The finding that trophic strategy correlates better than phylogeny or environment with Roseobacter gene inventories (ANOSIM, R=0.545 vs 0.410 vs 0.296) was not anticipated at the outset of our analysis, at least in part because it is not a correlate that has been widely examined for marine bacterial genomes. Nevertheless, the past decade has uncovered remarkable flexibility in the trophic strategies of marine bacterioplankton, suggesting that acquisition of alternate mechanisms for obtaining carbon and energy may be a strong evolutionary force in the ocean. The occurrence of several distinct trophic schemes within the taxonomically broad Roseobacter lineage provided an ideal opportunity to explore whether a bacterium's strategy for obtaining carbon and energy predicts other aspects of genome content. Differences in gene content among trophic groups were unfortunately dominated by hypothetical proteins, which provide little biological insight, although C1 and aromatic carbon oxidation genes and amino-acid transport and metabolism genes contributed to the signal. This concept of lifestyle imprinting of genome content, which has been explored in great detail for bacterial endosymbionts (for example, Moran and Baumann, 2000), may therefore also be important for understanding gene inventories of ocean microbes.

Roseobacter-like genes in the GOS data set showed significant variation in frequency across ocean basins, although only a fraction of all possible genes and gene systems appear to be shaped at this grand scale (Figure 6a). The GOS data set was also valuable for determining how well the genomes from the cultured roseobacters represent the repertoire and stoichiometry of genes in ocean-dwelling ‘wild’ roseobacters, an important perspective for assessing the relevance of this isolate-based genome analysis. Although the mismatch in frequency of some examined genes between isolates and the GOS data set suggests that the currently cultured strains may not yet provide a faithful representation of the prevalent natural Roseobacter populations, many genes and gene systems were indeed present at comparable frequencies (Figure 6b).
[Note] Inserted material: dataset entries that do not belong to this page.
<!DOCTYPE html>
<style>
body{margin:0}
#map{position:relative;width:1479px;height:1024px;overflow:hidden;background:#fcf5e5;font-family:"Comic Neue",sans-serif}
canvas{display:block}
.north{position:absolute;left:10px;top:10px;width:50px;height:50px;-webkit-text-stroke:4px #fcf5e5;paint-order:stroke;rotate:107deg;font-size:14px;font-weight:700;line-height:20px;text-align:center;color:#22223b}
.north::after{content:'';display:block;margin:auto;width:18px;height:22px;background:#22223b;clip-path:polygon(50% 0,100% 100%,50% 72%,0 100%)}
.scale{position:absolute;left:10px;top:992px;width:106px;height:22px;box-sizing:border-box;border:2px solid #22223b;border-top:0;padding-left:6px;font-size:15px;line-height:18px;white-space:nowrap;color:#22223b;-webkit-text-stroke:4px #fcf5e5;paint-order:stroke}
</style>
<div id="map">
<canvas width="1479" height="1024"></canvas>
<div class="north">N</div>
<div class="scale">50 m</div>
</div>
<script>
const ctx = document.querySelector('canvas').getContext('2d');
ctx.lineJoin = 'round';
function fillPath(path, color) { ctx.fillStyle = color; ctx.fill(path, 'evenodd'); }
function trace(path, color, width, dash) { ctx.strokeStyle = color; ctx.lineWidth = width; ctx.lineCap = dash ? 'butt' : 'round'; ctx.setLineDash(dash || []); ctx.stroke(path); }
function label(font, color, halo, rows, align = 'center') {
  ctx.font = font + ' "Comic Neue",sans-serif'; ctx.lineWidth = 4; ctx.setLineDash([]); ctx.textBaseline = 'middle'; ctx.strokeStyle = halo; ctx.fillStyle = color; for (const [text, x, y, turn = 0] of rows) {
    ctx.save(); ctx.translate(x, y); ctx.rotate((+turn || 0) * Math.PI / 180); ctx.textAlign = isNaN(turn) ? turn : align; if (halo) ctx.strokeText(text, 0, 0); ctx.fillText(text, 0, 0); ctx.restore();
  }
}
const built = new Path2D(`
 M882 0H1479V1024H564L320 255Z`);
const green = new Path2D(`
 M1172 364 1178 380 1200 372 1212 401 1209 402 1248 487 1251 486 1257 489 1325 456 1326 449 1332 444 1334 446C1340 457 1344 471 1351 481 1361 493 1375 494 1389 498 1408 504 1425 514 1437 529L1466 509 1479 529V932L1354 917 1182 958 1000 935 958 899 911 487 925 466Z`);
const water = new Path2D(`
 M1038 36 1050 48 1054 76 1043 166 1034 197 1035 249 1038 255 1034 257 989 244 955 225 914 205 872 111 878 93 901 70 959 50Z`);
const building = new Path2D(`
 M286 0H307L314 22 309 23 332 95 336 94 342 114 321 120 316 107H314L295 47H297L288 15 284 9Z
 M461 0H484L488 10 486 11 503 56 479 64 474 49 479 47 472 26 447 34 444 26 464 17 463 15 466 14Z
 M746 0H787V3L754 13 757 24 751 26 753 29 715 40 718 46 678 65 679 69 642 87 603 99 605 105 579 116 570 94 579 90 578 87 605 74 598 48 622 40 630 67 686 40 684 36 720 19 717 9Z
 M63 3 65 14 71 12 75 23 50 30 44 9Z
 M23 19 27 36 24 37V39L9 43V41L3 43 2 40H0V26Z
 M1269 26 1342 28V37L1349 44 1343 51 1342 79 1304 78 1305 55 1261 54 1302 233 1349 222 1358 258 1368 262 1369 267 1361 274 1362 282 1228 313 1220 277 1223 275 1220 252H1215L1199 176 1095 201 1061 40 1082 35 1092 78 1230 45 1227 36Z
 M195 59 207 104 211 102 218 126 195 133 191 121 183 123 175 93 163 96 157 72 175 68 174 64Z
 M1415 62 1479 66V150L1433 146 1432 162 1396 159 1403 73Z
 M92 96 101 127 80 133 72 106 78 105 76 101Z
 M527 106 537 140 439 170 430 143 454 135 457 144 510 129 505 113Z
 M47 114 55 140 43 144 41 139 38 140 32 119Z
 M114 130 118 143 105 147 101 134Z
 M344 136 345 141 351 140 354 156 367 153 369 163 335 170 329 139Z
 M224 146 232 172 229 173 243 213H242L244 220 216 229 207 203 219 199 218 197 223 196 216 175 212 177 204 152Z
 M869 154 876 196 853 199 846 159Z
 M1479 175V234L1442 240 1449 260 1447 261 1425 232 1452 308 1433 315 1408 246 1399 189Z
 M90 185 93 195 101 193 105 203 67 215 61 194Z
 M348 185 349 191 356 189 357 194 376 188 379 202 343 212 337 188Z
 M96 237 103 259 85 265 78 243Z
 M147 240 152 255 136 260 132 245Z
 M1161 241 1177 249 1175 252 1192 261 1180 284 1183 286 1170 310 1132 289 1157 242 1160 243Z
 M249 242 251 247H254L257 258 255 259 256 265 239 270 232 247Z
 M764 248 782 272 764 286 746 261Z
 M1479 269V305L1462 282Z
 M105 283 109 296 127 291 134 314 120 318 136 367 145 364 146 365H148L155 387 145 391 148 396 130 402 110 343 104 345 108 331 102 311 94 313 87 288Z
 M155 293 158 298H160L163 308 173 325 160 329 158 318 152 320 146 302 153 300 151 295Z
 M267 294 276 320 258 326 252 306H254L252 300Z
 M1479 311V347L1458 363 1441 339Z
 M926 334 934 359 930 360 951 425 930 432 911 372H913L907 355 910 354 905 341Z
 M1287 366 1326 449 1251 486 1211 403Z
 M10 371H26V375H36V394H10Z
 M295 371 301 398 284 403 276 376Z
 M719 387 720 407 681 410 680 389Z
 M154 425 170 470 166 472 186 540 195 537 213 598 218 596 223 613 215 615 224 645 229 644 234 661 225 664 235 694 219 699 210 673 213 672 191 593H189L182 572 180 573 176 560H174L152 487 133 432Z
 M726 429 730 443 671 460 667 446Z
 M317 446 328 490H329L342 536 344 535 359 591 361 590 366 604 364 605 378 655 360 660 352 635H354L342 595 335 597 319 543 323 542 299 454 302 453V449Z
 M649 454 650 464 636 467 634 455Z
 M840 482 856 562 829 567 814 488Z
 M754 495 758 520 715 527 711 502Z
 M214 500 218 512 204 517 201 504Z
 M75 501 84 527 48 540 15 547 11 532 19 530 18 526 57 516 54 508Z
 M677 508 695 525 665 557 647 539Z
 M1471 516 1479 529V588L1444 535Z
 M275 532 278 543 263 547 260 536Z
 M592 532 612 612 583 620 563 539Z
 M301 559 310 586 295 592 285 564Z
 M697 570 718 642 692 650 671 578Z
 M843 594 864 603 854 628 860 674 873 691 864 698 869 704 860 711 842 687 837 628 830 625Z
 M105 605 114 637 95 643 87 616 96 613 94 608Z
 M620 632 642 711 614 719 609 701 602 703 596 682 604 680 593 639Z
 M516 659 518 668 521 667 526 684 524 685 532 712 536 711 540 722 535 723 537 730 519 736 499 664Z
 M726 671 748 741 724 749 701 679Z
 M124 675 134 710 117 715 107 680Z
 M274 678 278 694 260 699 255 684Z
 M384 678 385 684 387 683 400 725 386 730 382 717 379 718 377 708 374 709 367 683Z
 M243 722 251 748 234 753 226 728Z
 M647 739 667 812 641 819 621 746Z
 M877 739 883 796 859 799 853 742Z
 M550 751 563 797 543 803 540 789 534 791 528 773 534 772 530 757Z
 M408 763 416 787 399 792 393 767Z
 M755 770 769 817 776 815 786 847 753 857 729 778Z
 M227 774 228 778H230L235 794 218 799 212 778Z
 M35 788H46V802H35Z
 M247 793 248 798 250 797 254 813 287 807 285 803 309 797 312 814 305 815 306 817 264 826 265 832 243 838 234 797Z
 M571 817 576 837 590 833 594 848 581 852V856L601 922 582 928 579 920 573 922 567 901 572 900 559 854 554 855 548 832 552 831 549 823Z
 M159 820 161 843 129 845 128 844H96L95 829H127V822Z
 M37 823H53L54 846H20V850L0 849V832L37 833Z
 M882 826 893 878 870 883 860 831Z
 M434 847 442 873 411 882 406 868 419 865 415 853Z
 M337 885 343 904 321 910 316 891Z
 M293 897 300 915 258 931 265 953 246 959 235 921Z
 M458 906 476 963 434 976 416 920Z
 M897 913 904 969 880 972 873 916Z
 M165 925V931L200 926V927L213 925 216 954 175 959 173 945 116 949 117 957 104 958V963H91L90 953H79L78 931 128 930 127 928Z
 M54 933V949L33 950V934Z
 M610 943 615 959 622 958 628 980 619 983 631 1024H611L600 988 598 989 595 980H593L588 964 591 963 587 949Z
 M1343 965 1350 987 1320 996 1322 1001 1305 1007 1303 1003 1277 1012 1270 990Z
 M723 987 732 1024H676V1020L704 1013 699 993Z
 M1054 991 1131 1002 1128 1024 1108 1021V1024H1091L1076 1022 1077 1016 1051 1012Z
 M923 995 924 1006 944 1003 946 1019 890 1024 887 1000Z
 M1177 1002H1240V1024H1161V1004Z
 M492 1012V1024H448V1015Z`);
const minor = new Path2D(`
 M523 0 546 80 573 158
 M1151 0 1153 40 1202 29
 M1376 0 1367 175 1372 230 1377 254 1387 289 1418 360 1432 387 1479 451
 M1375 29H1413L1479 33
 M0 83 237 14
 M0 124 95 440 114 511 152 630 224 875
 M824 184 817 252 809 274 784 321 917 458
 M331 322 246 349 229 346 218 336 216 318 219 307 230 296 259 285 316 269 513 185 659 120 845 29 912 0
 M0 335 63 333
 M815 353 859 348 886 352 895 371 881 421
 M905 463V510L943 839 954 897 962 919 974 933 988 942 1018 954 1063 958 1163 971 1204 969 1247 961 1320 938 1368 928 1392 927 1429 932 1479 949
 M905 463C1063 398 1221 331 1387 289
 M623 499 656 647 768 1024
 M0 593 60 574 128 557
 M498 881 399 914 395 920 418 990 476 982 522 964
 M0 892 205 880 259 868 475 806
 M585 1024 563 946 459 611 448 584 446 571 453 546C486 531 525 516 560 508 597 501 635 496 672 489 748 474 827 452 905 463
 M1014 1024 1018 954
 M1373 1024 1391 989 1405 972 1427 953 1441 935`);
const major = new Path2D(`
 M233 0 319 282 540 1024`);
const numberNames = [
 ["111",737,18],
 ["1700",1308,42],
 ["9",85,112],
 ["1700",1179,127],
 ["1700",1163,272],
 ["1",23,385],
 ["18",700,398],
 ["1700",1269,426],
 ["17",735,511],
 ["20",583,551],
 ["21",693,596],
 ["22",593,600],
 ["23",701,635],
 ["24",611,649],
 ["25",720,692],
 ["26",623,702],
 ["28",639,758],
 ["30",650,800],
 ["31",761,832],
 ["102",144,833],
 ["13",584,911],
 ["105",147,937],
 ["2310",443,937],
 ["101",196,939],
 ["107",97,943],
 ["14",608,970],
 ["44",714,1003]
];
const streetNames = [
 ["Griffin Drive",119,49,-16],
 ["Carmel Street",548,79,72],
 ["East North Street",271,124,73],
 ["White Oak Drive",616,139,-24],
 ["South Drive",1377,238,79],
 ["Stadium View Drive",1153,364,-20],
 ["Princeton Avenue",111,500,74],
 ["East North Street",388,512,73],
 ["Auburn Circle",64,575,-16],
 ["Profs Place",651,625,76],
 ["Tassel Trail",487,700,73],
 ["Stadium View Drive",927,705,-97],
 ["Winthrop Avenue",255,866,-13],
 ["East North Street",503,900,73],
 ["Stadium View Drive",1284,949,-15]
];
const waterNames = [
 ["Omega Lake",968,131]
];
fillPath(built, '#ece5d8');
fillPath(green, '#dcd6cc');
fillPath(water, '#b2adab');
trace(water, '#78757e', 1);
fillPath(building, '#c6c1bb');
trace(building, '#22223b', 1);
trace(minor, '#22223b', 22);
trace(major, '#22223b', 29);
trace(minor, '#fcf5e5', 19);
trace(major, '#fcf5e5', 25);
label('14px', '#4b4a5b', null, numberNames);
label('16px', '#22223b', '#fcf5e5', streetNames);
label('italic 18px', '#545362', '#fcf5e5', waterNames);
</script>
Overall, our analysis has firmly established roseobacters as ecological generalists, harboring large gene inventories and a remarkable suite of mechanisms by which to obtain carbon and energy. Further, this comparative analysis has illustrated that members of the lineage cannot be easily condensed into a few ecologically differentiated clusters; rather, each genome is largely unique in its assortment of genes for acquisition and transformation of carbon and nutrients. The fact that the best framework for predicting genome content is lifestyle strategy, not phylogeny, indicates that horizontal gene transfer and homologous recombination may be particularly dominant evolutionary forces in this marine bacterial lineage (possibly facilitated by an unusual gene transfer agent system that is prevalent; Biers et al., 2008; Zhao et al., 2009). Further insights into correlates of genome content, coupled with continued efforts to identify Roseobacter genes that are common in the world oceans, will better elucidate the functional roles of roseobacters in marine ecosystems.